Learning Objective 1
Research on
Lenses.
1.1 Evaluate the
potential for creating images.
Fisheye Lens.
A fisheye lens is an ultra wide-angle lens that produces strong visual distortion
intended to create a wide panoramic or hemispherical image. Fisheye lenses achieve extremely
wide angles of view by forgoing producing images with straight
lines of perspective, opting instead for a special mapping, which gives images
a characteristic convex non-rectilinear appearance. The term fisheye was coined in 1906 by American
physicist and inventor Robert W. Wood based on how a fish would see an
ultra-wide hemispherical view from beneath the water (a phenomenon known as Snell's window). Their first practical use was in the 1920s for use in meteorology to study cloud formation giving them the name
"whole-sky lenses". The angle of view of a fisheye lens is usually
between 100 and 180 degrees while
the focal lengths depend on the film format they are designed for. Mass-produced fisheye lenses for photography first appeared in the early 1960s and are generally used for their
unique, distorted appearance. For the popular 35 mm film format, typical focal lengths of fisheye
lenses are between 8 mm and 10 mm for circular images, and
15–16 mm for full-frame images. For digital cameras using smaller
electronic imagers such as 1/4" and 1/3" format CCD or CMOS sensors,
the focal length of "miniature" fisheye lenses can be as short as 1
to 2mm.

Macro Lens.
Macro
photography is extreme close-up photography, usually of very small subjects, in which the size of the subject in
the photograph is greater than life size. By
some definition ns, a macro photograph is
one in which the size of the subject on the negative or image sensor is life size or greater. However in other uses it refers to a
finished photograph of a subject at greater than life size. The ratio of the
subject size on the film plane (or sensor plane) to the actual subject size is
known as the reproduction ratio. Likewise, a macro lens is
classically a lens capable of reproduction ratios greater than 1:1, although it
often refers to any lens with a large reproduction ratio, despite rarely
exceeding 1:1. "Macro"
lenses specifically designed for close-up work, with a long barrel for close
focusing and optimized for high reproduction ratios, are one of the most common
tools for macro photography. (Unlike most other lens makers, Nikon designates
its macro lenses as "Micro" because of their original use in
making microform.) Most modern macro lenses can focus
continuously to infinity as well and can provide excellent optical quality for
normal photography. True macro lenses, such as the Canon MP-E
65 mm f/2.8 or
Minolta AF 3x-1x 1.7-2.8 Macro, can achieve higher magnification than life
size, enabling photography of the structure of small insect eyes, snowflakes,
and other minuscule objects. Others, such as the Infinity Photo-Optical's
TS-160 can achieve magnifications from 0-18x on sensor, focusing from infinity
down to 18 mm from the object.
Macro lenses of different focal lengths find
different uses:
Continuously-variable focal length –
suitable for virtually all macro subjects.

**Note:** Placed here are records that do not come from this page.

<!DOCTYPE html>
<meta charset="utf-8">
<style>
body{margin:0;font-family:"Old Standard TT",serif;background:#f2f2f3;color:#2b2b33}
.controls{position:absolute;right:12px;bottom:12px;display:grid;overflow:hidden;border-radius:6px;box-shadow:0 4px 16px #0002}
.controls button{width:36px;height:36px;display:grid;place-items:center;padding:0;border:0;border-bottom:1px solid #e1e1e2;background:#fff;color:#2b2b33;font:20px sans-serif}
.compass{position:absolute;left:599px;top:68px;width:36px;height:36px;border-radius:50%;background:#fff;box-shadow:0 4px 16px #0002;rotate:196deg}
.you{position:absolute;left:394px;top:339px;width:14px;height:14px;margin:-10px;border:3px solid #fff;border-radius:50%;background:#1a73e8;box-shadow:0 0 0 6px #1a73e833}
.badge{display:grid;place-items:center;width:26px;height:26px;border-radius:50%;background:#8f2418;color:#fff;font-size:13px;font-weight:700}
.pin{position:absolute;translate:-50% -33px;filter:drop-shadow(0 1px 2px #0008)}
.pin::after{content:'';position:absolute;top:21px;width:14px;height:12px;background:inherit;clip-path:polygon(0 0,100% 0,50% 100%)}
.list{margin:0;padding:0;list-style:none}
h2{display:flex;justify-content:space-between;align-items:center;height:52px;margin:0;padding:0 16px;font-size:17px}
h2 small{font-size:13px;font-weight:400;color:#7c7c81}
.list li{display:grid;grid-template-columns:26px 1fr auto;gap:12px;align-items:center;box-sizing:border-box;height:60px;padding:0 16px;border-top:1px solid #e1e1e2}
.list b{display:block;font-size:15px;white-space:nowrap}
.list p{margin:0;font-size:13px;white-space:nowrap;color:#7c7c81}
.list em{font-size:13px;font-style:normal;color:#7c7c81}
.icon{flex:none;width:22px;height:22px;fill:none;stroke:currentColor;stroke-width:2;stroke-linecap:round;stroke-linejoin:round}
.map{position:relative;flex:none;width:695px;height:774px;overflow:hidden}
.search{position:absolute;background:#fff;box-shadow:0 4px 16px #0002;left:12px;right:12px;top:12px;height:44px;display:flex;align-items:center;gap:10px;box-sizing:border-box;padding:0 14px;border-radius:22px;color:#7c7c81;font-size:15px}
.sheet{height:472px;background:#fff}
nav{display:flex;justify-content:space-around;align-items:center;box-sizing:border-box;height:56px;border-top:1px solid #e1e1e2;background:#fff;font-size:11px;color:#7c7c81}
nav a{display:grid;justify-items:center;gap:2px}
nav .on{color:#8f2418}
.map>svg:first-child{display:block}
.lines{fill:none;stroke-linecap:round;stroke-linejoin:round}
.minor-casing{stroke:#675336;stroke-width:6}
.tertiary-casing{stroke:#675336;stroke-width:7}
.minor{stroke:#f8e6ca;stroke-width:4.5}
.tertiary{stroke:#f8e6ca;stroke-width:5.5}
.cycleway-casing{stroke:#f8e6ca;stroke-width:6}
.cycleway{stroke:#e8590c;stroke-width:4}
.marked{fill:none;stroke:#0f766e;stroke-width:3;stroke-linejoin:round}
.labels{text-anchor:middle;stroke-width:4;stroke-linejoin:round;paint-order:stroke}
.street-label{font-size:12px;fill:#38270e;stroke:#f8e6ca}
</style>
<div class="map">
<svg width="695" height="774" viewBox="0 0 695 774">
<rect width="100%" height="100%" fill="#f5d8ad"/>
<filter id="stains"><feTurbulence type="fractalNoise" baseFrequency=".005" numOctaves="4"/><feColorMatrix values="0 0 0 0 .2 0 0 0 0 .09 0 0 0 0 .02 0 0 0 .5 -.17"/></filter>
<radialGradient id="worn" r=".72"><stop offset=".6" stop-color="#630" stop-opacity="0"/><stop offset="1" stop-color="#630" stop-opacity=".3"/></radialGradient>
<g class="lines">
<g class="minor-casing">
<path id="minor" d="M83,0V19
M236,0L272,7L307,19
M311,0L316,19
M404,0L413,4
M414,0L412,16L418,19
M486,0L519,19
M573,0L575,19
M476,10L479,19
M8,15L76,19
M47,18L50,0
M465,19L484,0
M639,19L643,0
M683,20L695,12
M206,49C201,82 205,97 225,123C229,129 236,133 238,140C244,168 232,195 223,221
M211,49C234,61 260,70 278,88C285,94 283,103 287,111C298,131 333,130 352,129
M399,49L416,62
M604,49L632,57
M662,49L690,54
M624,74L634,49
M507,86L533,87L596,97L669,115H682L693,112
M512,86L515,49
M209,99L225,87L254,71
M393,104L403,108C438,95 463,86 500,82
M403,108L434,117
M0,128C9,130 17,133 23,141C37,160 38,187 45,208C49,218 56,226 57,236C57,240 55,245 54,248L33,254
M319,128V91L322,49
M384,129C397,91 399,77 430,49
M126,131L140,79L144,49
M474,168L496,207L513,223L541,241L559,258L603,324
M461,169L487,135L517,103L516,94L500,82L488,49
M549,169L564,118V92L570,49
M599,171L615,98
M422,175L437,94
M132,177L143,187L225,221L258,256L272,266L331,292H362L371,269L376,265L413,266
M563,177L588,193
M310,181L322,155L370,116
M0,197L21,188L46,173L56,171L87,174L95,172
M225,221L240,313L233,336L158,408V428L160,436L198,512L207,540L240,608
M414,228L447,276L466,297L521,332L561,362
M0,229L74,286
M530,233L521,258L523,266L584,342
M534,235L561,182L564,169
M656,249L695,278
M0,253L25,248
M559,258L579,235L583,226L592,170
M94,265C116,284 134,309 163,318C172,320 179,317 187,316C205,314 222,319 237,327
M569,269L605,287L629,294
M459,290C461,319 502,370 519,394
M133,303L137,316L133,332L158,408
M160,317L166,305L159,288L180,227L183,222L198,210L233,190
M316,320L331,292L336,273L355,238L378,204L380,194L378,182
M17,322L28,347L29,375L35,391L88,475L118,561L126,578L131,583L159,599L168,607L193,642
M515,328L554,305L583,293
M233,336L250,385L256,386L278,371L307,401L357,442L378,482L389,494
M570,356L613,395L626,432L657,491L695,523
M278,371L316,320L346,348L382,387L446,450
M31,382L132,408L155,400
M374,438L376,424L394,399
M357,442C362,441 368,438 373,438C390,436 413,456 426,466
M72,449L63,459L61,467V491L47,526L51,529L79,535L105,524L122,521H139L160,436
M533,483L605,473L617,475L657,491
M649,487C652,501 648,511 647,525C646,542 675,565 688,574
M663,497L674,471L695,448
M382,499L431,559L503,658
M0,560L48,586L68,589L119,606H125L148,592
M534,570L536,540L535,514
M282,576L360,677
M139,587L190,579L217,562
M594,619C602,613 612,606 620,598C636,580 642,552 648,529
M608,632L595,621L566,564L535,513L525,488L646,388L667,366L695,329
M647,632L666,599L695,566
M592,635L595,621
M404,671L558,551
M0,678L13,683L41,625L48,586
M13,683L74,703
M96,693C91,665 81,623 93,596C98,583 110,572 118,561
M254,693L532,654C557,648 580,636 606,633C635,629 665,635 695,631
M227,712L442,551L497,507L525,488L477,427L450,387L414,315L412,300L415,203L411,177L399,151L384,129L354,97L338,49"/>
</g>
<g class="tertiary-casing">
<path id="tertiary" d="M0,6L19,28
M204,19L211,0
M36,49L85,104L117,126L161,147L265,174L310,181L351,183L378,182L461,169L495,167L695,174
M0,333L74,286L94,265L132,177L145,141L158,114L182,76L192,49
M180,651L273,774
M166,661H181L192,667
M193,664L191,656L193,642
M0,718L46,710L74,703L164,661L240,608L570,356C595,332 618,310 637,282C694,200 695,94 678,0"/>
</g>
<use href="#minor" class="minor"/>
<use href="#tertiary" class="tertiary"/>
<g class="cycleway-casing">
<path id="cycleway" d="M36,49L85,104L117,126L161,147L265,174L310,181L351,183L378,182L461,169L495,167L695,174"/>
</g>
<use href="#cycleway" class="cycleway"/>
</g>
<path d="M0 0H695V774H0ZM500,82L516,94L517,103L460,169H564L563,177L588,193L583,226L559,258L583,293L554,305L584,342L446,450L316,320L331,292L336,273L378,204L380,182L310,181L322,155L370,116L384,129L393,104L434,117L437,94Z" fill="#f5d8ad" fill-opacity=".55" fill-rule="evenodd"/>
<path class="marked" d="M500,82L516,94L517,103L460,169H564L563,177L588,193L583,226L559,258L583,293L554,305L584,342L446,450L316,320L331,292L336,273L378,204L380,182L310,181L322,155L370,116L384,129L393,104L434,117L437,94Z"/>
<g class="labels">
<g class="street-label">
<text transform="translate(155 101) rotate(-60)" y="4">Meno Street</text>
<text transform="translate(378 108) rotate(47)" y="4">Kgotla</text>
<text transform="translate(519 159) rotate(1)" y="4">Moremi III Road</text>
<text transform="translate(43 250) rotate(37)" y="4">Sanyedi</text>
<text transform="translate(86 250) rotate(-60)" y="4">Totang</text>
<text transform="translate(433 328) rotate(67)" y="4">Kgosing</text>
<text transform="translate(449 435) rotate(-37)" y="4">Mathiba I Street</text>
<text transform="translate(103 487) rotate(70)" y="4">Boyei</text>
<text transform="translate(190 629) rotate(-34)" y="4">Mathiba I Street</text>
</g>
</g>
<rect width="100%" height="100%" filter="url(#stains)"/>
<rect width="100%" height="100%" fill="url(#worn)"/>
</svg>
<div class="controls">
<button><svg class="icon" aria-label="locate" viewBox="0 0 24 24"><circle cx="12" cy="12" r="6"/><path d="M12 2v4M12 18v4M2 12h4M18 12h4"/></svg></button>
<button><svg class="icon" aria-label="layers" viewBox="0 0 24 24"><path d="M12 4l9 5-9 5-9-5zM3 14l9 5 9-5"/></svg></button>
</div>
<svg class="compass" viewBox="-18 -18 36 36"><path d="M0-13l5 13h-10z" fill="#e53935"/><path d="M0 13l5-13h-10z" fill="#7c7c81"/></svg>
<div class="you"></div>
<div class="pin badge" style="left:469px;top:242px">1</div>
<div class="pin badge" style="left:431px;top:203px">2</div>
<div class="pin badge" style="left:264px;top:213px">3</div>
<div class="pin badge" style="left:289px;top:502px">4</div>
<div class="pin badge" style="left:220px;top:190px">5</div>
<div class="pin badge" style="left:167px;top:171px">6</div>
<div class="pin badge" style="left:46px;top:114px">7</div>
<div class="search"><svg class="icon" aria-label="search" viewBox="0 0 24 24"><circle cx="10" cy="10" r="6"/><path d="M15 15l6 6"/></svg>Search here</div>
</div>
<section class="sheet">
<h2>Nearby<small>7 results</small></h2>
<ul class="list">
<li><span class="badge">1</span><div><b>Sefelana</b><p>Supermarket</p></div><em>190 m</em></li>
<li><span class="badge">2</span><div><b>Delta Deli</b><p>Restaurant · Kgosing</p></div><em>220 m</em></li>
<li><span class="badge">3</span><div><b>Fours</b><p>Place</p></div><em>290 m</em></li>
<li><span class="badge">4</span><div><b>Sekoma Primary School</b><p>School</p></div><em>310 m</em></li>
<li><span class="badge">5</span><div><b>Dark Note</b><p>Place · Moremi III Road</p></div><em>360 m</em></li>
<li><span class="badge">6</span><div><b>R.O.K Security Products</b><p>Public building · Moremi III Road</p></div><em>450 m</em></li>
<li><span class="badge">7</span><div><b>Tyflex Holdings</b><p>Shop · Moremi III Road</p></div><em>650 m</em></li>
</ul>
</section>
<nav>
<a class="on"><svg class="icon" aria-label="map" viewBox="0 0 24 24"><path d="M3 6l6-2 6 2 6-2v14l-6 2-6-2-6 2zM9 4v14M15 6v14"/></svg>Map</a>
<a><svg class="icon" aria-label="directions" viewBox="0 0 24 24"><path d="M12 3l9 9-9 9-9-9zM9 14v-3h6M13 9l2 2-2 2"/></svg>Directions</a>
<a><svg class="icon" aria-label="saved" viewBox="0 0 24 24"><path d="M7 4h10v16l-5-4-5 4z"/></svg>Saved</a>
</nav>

45–65 mm – product photography,
small objects that can be approached closely without causing undesirable
influence, and scenes requiring natural background perspective.
90–105 mm – insects, flowers, and
small objects from a comfortable distance.
150–200 mm – insects and other
small animals where additional working distance is required.
Telephoto lens.
In photography and cinematography, a telephoto lens is
a specific type of a long-focus lens in
which the physical length of the lens is shorter than the focal length. This is achieved by incorporating
a special lens group known as a telephoto group that
extends the light path to create a long-focus lens in a much shorter overall design. The angle of view and other effects of long-focus lenses are the same for telephoto lenses of the
same specified focal length. Long-focal-length lenses are often informally
referred to as telephoto lenses although this is technically
incorrect: a telephoto lens specifically incorporates the telephoto group.
Telephoto lenses are sometimes broken into the further sub-types of medium telephoto: lenses covering between a 30° and 10° field of
view (85mm to 135mm in 35mm film format), and super telephoto: lenses covering
between 8° through less than 1° field of view (over 300mm in 35mm film format).
In contrast to a telephoto lens, for any given
focal length a simple lens of non-telephoto design is constructed from one lens (which can, to minimize aberrations, consist of several
elements to form an
achromatic). To focus on an object at infinity,
the distance from this single lens to focal plane of the camera (where the
sensor or film is respectively) has to be adjusted to this focal length. For
example given a focal length of 500 mm, the distance between lens and
focal plane is 500 mm. The farther the focal length is increased, the more
the physical length of such a simple lens makes it unwieldy.